High Court Judge Martin Chamberlain lifted the order Tuesday, saying it was “fundamentally objectionable for decisions that affect the lives and safety of thousands of human beings, and involve the commitment of billions of pounds of public money, to be taken in circumstances where they are completely insulated from public debate.”

Chamberlain had already lifted the super-injunction in May 2024, before the Conservative government successfully appealed before last year’s election.
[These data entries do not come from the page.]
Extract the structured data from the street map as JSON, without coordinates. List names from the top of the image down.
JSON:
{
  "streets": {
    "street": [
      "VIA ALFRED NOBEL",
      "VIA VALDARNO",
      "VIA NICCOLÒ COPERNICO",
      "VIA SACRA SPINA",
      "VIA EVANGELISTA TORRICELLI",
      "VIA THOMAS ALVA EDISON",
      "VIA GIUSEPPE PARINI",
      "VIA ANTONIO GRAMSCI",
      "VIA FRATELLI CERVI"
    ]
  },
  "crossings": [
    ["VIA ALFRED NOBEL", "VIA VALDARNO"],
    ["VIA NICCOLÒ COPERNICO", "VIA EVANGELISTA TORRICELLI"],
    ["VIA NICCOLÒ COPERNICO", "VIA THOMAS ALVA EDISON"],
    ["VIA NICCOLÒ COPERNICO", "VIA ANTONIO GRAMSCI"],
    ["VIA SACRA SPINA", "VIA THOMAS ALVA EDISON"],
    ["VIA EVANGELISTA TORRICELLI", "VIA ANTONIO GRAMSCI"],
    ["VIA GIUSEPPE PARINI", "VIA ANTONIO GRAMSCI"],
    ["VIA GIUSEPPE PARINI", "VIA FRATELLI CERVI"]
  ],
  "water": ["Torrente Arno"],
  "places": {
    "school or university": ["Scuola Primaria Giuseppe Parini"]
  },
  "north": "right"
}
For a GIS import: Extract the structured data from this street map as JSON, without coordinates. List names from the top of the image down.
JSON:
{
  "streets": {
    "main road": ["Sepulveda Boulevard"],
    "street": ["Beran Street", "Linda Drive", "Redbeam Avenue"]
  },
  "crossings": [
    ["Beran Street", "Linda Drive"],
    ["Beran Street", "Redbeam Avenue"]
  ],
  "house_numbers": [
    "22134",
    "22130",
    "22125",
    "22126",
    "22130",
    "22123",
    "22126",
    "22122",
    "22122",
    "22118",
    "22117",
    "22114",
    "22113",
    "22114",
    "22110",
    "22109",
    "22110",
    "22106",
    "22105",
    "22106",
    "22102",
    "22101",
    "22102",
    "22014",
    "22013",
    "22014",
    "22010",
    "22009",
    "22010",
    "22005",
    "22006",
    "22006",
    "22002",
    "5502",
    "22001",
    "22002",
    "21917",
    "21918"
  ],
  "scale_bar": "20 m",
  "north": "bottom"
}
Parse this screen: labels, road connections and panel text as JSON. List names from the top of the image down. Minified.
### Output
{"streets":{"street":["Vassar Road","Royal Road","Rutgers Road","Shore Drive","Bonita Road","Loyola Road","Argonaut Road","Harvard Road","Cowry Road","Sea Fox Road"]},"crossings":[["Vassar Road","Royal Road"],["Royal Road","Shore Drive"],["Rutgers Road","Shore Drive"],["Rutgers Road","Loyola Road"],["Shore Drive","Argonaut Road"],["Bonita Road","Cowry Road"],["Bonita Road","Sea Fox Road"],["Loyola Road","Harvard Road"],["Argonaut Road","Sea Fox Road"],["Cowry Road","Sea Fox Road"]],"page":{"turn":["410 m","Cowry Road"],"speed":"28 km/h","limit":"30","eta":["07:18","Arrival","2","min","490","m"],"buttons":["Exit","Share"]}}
The High Court judge said the ruling had “given rise to serious free speech concerns” and created “scrutiny vacuum.'”

A report into the breach by former Ministry of Defence civil servant Paul Rimmer said there was “little evidence of intent by the Taliban to conduct a campaign of retribution against former officials” and said data the Taliban inherited from the previous Afghan government would already enable them to target individuals.

Tory defense spokesperson James Cartlidge welcomed the apology on behalf of the British state Tuesday. He said the leak “should never have happened and was an unacceptable breach of all relevant data protocols.”

And Cartlidge sought to defend the previous government’s record on transparency, arguing that “when this breach came to light, the immediate priority of the then-government was to avoid a very specific and terrible scenario, namely, an error by an official of the British state leading to torture or even murder of persons in the dataset at the hands of what remains a brutal Taliban regime.”